Le théâtre de Passy était plein samedi dernier, pour cette première représentation parisienne qui convoque sur scène Joséphine Baker et Jean-Claude Brialy. On connaît les stars et leurs parcours irrévérencieux, mais on ignore que ces deux là avaient une affection inconditionnelle l’un pour l’autre.
Plongé dans l’obscurité, on distingue deux silhouettes cherchant le disjoncteur pour rétablir le courant de la Goulue, le Cabaret parisien que Jean-Claude Brialy a racheté pour que son amie Joséphine Baker remonte sur scène… Clap ! La lumière nous sort de notre torpeur, et on y est vraiment. Le rythme énergique d’un texte livré à la virgule comme une chorégraphie de mots, les intonations de voix si caractérisables, et les répliques cinglantes nous baignent dans la folie douce de deux artistes et leur sens commun du music-hall qu’ils ont élevé en art de vivre. Le duo de comédiens, arrivent à incarner ces figures mythiques des soirées parisiennes, sans les imiter.
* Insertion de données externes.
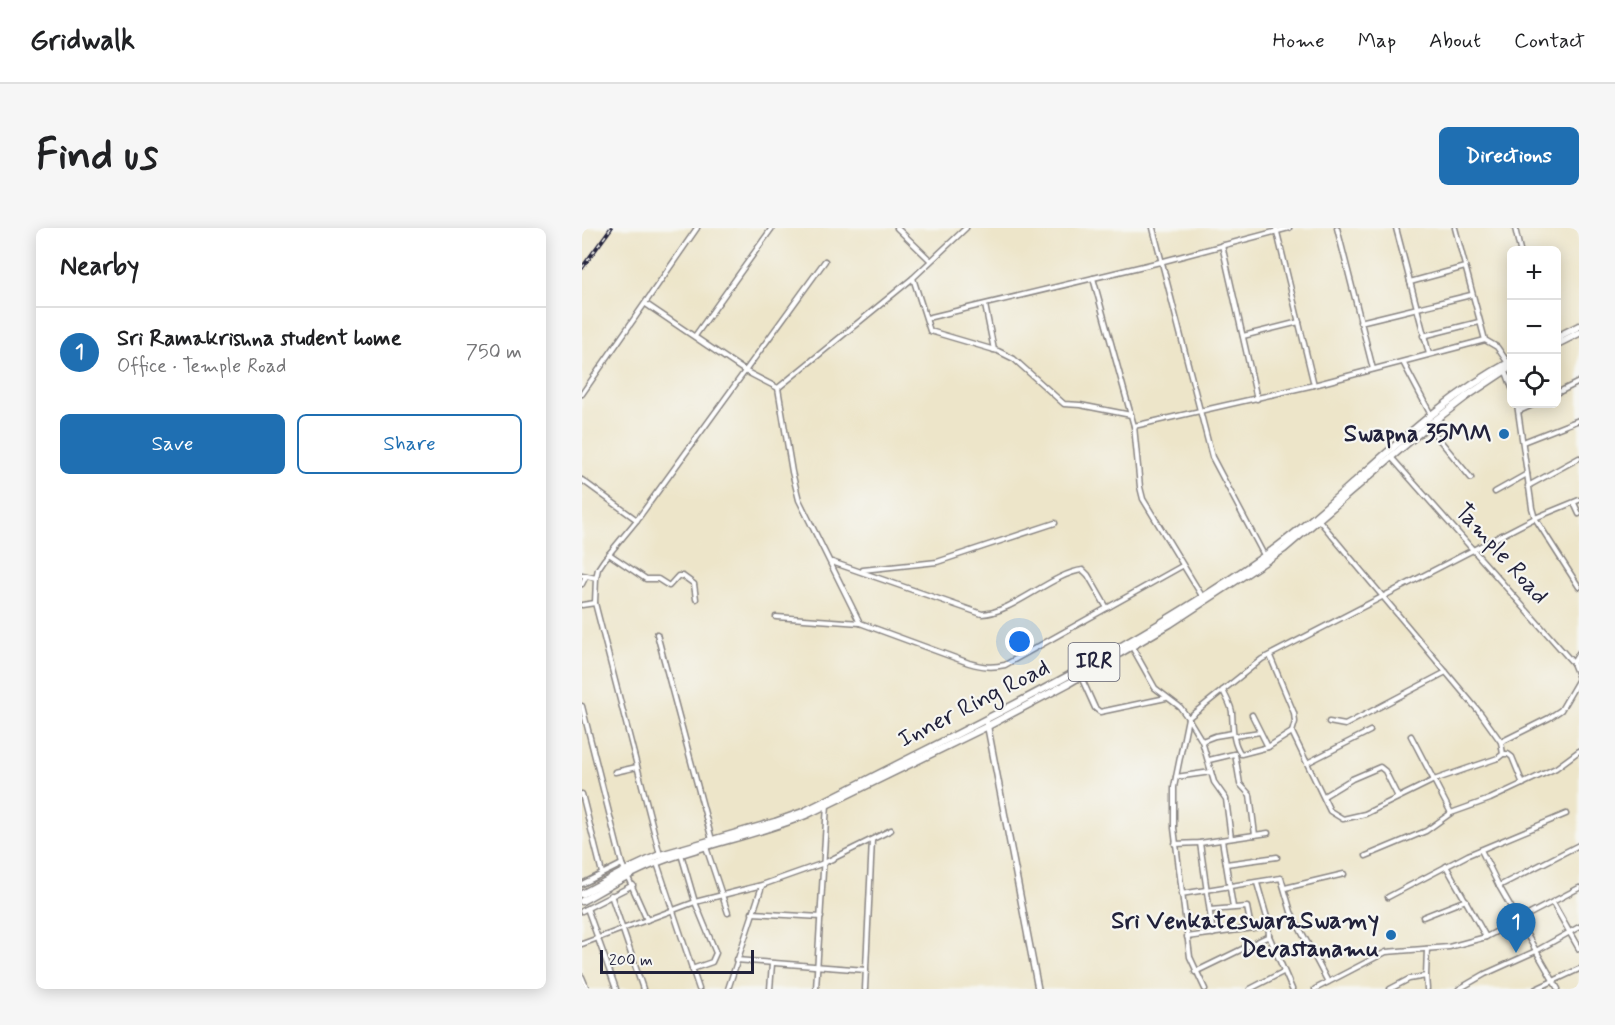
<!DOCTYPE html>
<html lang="en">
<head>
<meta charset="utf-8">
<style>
  body { margin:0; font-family:Mynerve,sans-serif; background:#f6f6f6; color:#202124 }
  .controls { position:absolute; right:18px; top:18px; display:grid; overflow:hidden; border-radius:9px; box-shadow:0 3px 15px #0003 }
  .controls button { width:54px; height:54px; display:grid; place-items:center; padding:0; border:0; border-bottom:2px solid #e0e0e0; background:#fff; color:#202124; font:30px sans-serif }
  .scale { position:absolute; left:18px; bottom:15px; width:154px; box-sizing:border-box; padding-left:6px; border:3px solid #22223b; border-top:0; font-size:16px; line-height:21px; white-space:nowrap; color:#22223b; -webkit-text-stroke:4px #f6f6f2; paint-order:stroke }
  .you { position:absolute; left:438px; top:414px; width:21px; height:21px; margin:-15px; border:4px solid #fff; border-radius:50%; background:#1a73e8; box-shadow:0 0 0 9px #1a73e833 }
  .badge { display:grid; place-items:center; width:39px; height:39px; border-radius:50%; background:#1f6fb2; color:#fff; font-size:20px; font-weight:700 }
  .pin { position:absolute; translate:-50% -50px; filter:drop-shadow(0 2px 3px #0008) }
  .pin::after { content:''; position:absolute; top:32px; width:21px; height:18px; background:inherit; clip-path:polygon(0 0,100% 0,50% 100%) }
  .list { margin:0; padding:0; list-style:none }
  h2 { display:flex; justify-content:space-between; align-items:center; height:78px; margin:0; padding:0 24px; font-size:26px }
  h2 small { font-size:20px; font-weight:400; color:#757577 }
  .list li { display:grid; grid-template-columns:39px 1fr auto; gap:18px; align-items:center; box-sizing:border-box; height:90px; padding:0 24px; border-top:2px solid #e0e0e0 }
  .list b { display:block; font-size:22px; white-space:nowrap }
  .list p { margin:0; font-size:20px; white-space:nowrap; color:#757577 }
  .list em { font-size:20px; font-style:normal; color:#757577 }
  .actions { display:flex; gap:12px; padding:18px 24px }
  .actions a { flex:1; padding:14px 0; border:2px solid #1f6fb2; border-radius:9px; text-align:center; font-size:21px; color:#1f6fb2 }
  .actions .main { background:#1f6fb2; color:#fff }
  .icon { flex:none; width:33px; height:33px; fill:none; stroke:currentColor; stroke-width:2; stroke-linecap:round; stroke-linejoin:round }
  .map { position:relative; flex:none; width:997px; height:761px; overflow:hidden; border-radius:9px }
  header { display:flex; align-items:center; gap:36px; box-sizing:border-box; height:84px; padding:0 30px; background:#fff; border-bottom:2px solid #e0e0e0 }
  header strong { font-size:28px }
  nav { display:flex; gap:33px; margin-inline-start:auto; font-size:21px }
  .intro { display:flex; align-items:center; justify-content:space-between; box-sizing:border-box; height:144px; padding:0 36px }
  h1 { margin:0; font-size:42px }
  .button { padding:15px 27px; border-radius:9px; background:#1f6fb2; color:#fff; font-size:21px; font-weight:700 }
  main { display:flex; gap:36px; padding:0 36px }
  aside { flex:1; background:#fff; border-radius:9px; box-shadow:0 3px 15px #0003 }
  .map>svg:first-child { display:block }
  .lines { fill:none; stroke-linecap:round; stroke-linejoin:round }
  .street-casing { stroke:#888482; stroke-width:7 }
  .secondary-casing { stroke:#888482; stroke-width:8 }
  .primary-casing { stroke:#888482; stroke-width:9 }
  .street { stroke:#fff; stroke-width:4 }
  .secondary { stroke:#fff; stroke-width:5 }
  .primary { stroke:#fff; stroke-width:6 }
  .rail-casing { stroke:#22223b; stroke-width:4 }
  .rail { stroke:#f6f6f2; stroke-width:1.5; stroke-dasharray:4.5; stroke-linecap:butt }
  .poi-dot { fill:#1f6fb2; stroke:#f6f6f2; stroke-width:2 }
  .labels { text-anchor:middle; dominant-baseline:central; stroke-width:4.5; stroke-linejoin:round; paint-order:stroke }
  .shield { fill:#f6f6f2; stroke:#626272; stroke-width:1.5 }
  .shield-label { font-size:22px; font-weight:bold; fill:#22223b }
  .poi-label { font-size:24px; font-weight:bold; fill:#22223b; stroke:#f6f6f2; text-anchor:end }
  .street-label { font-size:24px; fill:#22223b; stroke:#f6f6f2 }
</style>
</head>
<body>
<header>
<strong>Gridwalk</strong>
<nav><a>Home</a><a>Map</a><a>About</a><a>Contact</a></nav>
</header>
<div class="intro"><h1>Find us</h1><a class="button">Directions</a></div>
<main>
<aside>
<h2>Nearby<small></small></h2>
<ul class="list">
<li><span class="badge">1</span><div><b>Sri Ramakrishna student home</b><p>Office · Temple Road</p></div><em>750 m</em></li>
</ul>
<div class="actions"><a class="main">Save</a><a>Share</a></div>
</aside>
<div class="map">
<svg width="997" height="761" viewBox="0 0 997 761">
  <rect width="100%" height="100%" fill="#f6f6f2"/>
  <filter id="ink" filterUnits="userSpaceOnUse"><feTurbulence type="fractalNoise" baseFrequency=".0167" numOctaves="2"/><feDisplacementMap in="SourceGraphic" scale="12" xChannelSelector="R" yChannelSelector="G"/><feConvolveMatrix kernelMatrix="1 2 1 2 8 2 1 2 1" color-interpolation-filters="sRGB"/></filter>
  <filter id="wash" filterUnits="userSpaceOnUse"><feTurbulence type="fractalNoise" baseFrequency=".008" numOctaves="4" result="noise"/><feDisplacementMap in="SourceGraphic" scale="24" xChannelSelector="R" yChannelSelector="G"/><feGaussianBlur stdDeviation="1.35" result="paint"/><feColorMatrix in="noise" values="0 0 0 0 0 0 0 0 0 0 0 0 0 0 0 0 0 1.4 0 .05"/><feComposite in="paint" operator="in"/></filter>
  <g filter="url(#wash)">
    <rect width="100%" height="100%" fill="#ede5c9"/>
  </g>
  <g filter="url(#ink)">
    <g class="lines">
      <defs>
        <g id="street">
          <path d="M315 0 348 32"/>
          <path d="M571 0 630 229 683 329"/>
          <path d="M694 0 732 157"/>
          <path d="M755 0 791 141"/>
          <path d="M814 0 847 126"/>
          <path d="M873 0 903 112 915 119 926 135"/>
          <path d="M933 0 938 22"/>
          <path d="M640 17 675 171"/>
          <path d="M331 50 348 103 416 123 432 131 482 176 498 177 549 187"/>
          <path d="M511 50 552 198 558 259 561 271 620 368"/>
          <path d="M828 54 883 39"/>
          <path d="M64 76 163 143 196 160 210 244 217 272 278 395"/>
          <path d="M403 77 412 122"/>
          <path d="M345 90 578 34 707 0"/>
          <path d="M778 94 889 67"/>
          <path d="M113 108 190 0"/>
          <path d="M661 108 717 94"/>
          <path d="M841 108 897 94"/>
          <path d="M821 134 849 187"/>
          <path d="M923 141 930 160"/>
          <path d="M196 160 331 50 384 0"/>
          <path d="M975 165 997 154"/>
          <path d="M0 166 115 0"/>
          <path d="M935 176 950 280 953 290 997 359"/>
          <path d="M937 183 953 176"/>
          <path d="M552 198 732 157 903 112"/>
          <path d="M846 198 889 250"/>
          <path d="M941 214 997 192"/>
          <path d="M809 229 991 435 997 450"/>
          <path d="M0 252 55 292"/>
          <path d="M946 258 997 230"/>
          <path d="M913 264 945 246"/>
          <path d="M992 275 997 286"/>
          <path d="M27 326 64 351H76L87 358 96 348H101L112 356 114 371"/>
          <path d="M250 334 400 386C430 385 471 345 501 342L506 347 525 380"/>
          <path d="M281 342 355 334 473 295"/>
          <path d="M0 347 14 350"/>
          <path d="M0 356 4 348"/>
          <path d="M0 377 13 375"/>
          <path d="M194 389 278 395 387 435C401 439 410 440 423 437L600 338"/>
          <path d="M75 406 130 612"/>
          <path d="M550 419 573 460 598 479 606 490 592 559V600L608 729 623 761"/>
          <path d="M991 435 997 425"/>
          <path d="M499 449 513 480 518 484 584 470"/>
          <path d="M641 462C643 468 650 478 650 485 651 498 650 515 659 526L686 519 670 487"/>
          <path d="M0 478 40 636 65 692"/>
          <path d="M747 494 763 497 864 444"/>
          <path d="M710 504 748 583 761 591 783 586 852 552 916 530 921 526 919 514 899 486 736 291"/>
          <path d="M652 508 678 504"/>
          <path d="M829 508 869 585 908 571 974 540 997 523"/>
          <path d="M620 513 633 508 651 505"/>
          <path d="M919 514 967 490 979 482 997 451"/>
          <path d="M686 519 710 504 713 494 712 485 688 428"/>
          <path d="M653 526 658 556 668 567 673 607"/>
          <path d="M921 526H926L930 529 941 556"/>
          <path d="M627 532 652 526"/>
          <path d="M725 535 788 503"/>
          <path d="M33 544 55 539"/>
          <path d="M594 549 629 544"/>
          <path d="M0 566 20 645"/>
          <path d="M742 568 770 551 798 539 803 543 816 569"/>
          <path d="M649 610 644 571 632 554 620 513 606 490 680 431 953 290 997 272"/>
          <path d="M640 612 651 679"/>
          <path d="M618 615 631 706"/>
          <path d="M593 616 618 615 686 605"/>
          <path d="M124 619 146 685"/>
          <path d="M899 622 917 658"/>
          <path d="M99 626 113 674 134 725 130 734 110 741"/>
          <path d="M78 627 13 375 14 350 16 341 22 332 55 292 243 33"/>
          <path d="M784 628 844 603 869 585"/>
          <path d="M75 635 117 761"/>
          <path d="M644 636 695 629"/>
          <path d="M864 638 904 709"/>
          <path d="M675 655 686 693 687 708 710 761"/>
          <path d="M0 656 40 636"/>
          <path d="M703 660 762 646"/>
          <path d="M599 666 699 650 709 684 746 754"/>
          <path d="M29 667 61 761"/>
          <path d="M806 669 886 627 984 586"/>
          <path d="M971 675 997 721"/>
          <path d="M5 680 34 761"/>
          <path d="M628 682 665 679 669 700"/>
          <path d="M0 683 51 657"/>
          <path d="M170 685 239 689"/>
          <path d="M841 689 884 672"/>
          <path d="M605 709 686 698"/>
          <path d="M0 716 113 674 180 657 242 635 309 602"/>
          <path d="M154 732 284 742"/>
          <path d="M613 744 687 708"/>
          <path d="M844 748 845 721"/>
          <path d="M0 749 5 761"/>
          <path d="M146 761 180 658"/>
          <path d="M188 761 190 736"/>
          <path d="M234 761 245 576"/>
          <path d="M283 761 290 612"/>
          <path d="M668 761 701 744"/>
          <path d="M733 761 804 724 867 719 904 709 997 660"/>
          <path d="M808 761 827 751 844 748 845 761"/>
          <path d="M877 761 903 746 954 723 997 699"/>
          <path d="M954 761 997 741"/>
          <path d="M976 761 917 658 997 617"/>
        </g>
        <path id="secondary" d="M405 495 456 761"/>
        <g id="primary">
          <path d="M975 109 997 98"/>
          <path d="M975 116 997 105"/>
          <path d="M0 666 43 643 75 628 193 594 221 584C262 564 302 543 342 523 458 464 574 404 681 329 767 269 835 183 930 133"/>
          <path d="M0 673C25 659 51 643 79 633 127 615 178 606 226 586L404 499 487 455 588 396 702 321 843 200 885 168 930 138"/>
        </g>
      </defs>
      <!-- street casing -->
      <use href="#street" class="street-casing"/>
      <!-- secondary casing -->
      <use href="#secondary" class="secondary-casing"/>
      <!-- primary casing -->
      <use href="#primary" class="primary-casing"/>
      <!-- street -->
      <use href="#street" class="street"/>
      <!-- secondary -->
      <use href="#secondary" class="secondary"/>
      <!-- primary -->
      <use href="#primary" class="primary"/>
      <defs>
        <path id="rail" d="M0 40 29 0"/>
      </defs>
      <!-- rail casing -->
      <use href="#rail" class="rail-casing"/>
      <!-- rail -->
      <use href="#rail" class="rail"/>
    </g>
  </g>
  <!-- markers -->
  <g class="poi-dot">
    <circle cx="922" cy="206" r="6"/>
    <circle cx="809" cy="707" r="6"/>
  </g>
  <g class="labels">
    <!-- shield labels -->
    <rect class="shield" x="486.5" y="415" width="51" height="38" rx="4.5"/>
    <g class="shield-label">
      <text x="512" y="434">IRR</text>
    </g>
    <!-- poi labels -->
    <g class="poi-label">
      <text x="910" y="206">Swapna 35MM</text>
      <text x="797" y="693">Sri VenkateswaraSwamy<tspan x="797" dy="28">Devastanamu</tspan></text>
    </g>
    <!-- street labels -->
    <g class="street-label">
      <text transform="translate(919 326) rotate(48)">Tample Road</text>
      <text transform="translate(392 476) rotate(-27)">Inner Ring Road</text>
    </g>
  </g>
</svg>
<div class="controls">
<button>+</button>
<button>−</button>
<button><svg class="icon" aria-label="locate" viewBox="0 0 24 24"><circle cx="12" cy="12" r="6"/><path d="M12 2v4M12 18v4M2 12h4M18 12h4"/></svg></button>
</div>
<div class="scale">200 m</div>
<div class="you"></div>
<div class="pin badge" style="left:934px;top:725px">1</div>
</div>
</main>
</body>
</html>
Parfois, dans la diction de Franck Le Hen, on voit apparaître le spectre de Jean-Claude Brialy lorsque son agacement le faisait accentuer les consonnes. Et Clair Jaz maîtrise l’accent américain pour créer l’ambiguïté qui nous rappelle assez naturellement le double sens dont jouait la grande Joséphine pour peaufiner son personnage artistique et habiller ses luttes de paillettes.
En meneuse de revue singulière, elle n’aura laissé personne indifférent avec sa gestuelle animalière et ses facéties bouffonnes. Des US, son pays de naissance, à Paname qui a abrité ses rêves de cabaret, on égraine les petits souvenirs de la grande Histoire. Qui sait que Joséphine Baker a pris la parole avant Martin Luther King lors de son célèbre discours « I have a dream » ? Pourtant, elle a marché fière et décorée par la France aux côtés du grand leader pour débarrasser le rêve américain de sa pollution apartheid. Son expression scénique était le reflet audacieux de son esprit moqueur et combattif qui a inspiré sa créativité d’un continent à l’autre.
Retranchés dans ce cabaret poussiéreux, Joséphine Baker et son fidèle ami préparent le retour de la grande dame. L’occasion pour la nouvelle pièce de Franck Le Hen et Clair Jaz de parcourir, comme une épopée, la vie de cette artiste iconoclaste à travers les yeux passionnés de Jean-Claude Brialy. Et l’on comprend immédiatement, comme dans un coup de foudre, les convictions intimes qui ont fait le ciment de leur amitié. Son dévouement aura été intact jusqu’au dernier souffle de Joséphine Baker et lui aura permis de renouer avec la gloire. Les auteurs nous offrent même, en finale, la der des der.
De la vie de chatelaine à la baie de Monaco, on reconnaît la mise en scène subtile et efficace de Coralie Baroux (« la p’tite débrouille »). Avec peu de choses, elle créé l’ambiance d’une époque. Une bande son, sélectionnée pour passer d’une décennie à l’autre. Quelques projections historiques pour tramer la narration à la réalité. Et l’émotion d’une scène dépouillée qui s’assombrit lorsqu’au soir de sa vie, la diva s’en va… Et même si son acolyte finira par la suivre au milieu des étoiles ; jusqu’au bout du spectacle, le panache ne quitte pas les deux monstres sacrés qui dialoguent au firmament.
Dans cette comédie grinçante, Franck Le Hen et Claire Jaz nous offrent une parenthèse hors du temps. Ils rendent hommage bien sûre à une femme libre et engagée, qui par son audace attirait les projecteurs, et à la discrétion d’un homme qui s’est battu pour la mettre en lumière. Mais surtout, leur coécriture semble nous prévenir dans un éclat de rire que le temps passe, et que la lutte contre toutes formes de discrimination reste d’actualité. En cela, l’esprit est conforme à l’œuvre de Joséphine Baker sur le fond et dans la forme détournée. L’aînée de ses enfants, Marianne présente dans la salle a validé la performance. L’entrée de Joséphine Baker au Panthéon en 2021 n’est pas usurpée. Il était temps !
Tous les samedi à 17h au théâtre de Passy jusqu’à fin juin.